What it means to be an undefined value in programming.
Image: by the author

The thought of dealing with the "null" construct within a computer program causes me intense physical pain. Should null appear unexpectedly during the course of software execution, it has the potential to royally fuck things up. An example might be, say, if a software or website user's name happened to be "Null." It happens and apparently doesn't make life too easy for those bearing said surname either.


A technology journalist named Christopher Null happens to have this misfortune, and, indeed, life as a Null isn't especially easy: The computing world would mostly like to think of Null (and the other Nulls of the world) as not really existing. This causes problems.

"But there's a dark side to being a Null, and you coders out there are way ahead of me on this," he writes this week for Wired. "For those of you unwise in the ways of programming, the problem is that 'null' is one of those famously 'reserved' text strings in many programming languages. Making matters worse is that software programs frequently use 'null' specifically to ensure that a data field is not empty, so it's often rejected as input in a web form."

We can imagine it going like this: A "Mr. Null" enters his last name into a login field on some website and clicks submit. The software will take "null" and assign it to a temporary container (a variable) as it packages up a request to send to some server (where the name and password will be checked against some records). Somewhere in the course of things, ideally before sending the request, the program needs to check to make sure the user actually put something into the login box and didn't just hit the submit button for an empty field. It might do this by checking for "null."

Within the PHP language, which is likely to be the thing validating a website form's input, there is a function known as "empty()." Simply put, a programmer gives empty() a variable, and the function returns a value of true or false, depending on if the variable is empty or not. To do this, it checks for a half dozen or so possibilities for the variable's value, including an empty string (""), a 0 (several variations of 0, actually, depending on the data type), a "false" value, and, finally, a null value. These things all mean that the variable does not have a value or that it has a value that is "undefined." Sort of the same thing.


Null has meaning—a whole lot of it, actually—but its whole purpose in life is to indicate no value.

So, Mr. Null may be prompted to re-enter his name because, to the program, he has not yet done so. This could happen in any number of situations because there are null checks buried in any number of programming frameworks and functions, sometimes quite deeply. (In programming, it's often the case that a programmer will be referencing chunks of code that have already been written and are just hanging out in a file somewhere and don't need to be worried about, usually.)

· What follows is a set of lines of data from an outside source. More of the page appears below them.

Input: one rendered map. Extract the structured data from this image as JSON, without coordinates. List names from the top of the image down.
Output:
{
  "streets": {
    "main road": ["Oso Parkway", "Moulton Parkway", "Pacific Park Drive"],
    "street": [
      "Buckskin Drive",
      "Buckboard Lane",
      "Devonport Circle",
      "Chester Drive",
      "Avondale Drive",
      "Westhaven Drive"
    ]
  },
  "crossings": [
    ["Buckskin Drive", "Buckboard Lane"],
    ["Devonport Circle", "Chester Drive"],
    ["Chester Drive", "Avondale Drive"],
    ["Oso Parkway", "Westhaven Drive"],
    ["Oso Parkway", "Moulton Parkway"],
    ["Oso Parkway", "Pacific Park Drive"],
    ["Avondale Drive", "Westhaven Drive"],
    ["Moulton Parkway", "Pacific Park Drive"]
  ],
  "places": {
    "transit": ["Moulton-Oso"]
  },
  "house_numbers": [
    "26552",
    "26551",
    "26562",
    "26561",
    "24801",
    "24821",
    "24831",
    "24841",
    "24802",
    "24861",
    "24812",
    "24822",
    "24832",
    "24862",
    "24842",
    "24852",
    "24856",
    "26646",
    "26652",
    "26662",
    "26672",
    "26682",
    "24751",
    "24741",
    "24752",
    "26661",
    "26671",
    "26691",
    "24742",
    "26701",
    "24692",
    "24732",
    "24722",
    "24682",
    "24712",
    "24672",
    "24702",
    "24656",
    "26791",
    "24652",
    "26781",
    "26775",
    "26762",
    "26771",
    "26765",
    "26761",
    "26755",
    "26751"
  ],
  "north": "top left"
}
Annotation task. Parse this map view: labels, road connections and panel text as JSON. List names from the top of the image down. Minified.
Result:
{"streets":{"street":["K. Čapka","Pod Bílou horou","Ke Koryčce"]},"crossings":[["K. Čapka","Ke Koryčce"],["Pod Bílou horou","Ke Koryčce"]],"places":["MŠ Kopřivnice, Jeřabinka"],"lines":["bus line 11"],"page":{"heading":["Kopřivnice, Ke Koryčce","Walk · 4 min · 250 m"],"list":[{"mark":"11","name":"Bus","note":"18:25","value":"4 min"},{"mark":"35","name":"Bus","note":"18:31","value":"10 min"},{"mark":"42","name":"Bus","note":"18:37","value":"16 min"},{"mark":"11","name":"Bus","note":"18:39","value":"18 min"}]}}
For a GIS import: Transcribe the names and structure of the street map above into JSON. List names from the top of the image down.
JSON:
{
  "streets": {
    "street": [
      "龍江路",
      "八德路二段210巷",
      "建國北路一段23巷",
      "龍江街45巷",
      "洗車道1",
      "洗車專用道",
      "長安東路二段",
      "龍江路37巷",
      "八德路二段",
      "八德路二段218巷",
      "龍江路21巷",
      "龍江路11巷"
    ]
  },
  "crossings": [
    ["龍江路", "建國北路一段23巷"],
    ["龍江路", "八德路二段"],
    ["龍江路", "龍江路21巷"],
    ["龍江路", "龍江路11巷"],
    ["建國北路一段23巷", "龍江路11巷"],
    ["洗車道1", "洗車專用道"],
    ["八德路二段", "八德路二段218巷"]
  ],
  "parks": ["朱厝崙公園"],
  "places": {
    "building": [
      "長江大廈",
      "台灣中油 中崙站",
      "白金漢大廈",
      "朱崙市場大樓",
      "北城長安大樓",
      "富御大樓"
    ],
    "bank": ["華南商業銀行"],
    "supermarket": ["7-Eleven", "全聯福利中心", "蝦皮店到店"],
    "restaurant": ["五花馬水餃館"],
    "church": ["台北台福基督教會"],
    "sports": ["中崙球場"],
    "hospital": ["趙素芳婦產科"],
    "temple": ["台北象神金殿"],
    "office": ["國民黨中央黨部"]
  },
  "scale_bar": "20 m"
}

The problem is a bit more than syntactical. It's also philosophical. In programming, we're constantly creating variables, which can be viewed as names we associate with specific values. Or, rather, they can be viewed as names we intend to associate with specific values. Variables can be created without being assigned, which is really the whole point. The program's logic is agnostic about the ultimate values of its variables, so long as they fall within some prescribed ranges and types. They wouldn't be much use otherwise.

But this whole business of unassigned variables means that we need to always check to make sure that we're computing with real stuff and that the variables did eventually get some appropriate value, which is not always the case: bugs, bad data, dudes named Null, etc. So, we have to have a way of saying that a variable is not currently defined. Enter "null."

Null is clearly a value. It has meaning—a whole lot of it, actually—but its whole purpose in life is to indicate no value. Almost invariably, trying to pass a null value along to some unit of code as if it were something will return an error. This is the source of the aforementioned physical pain: null errors. At least Mr. Null doesn't have to debug himself.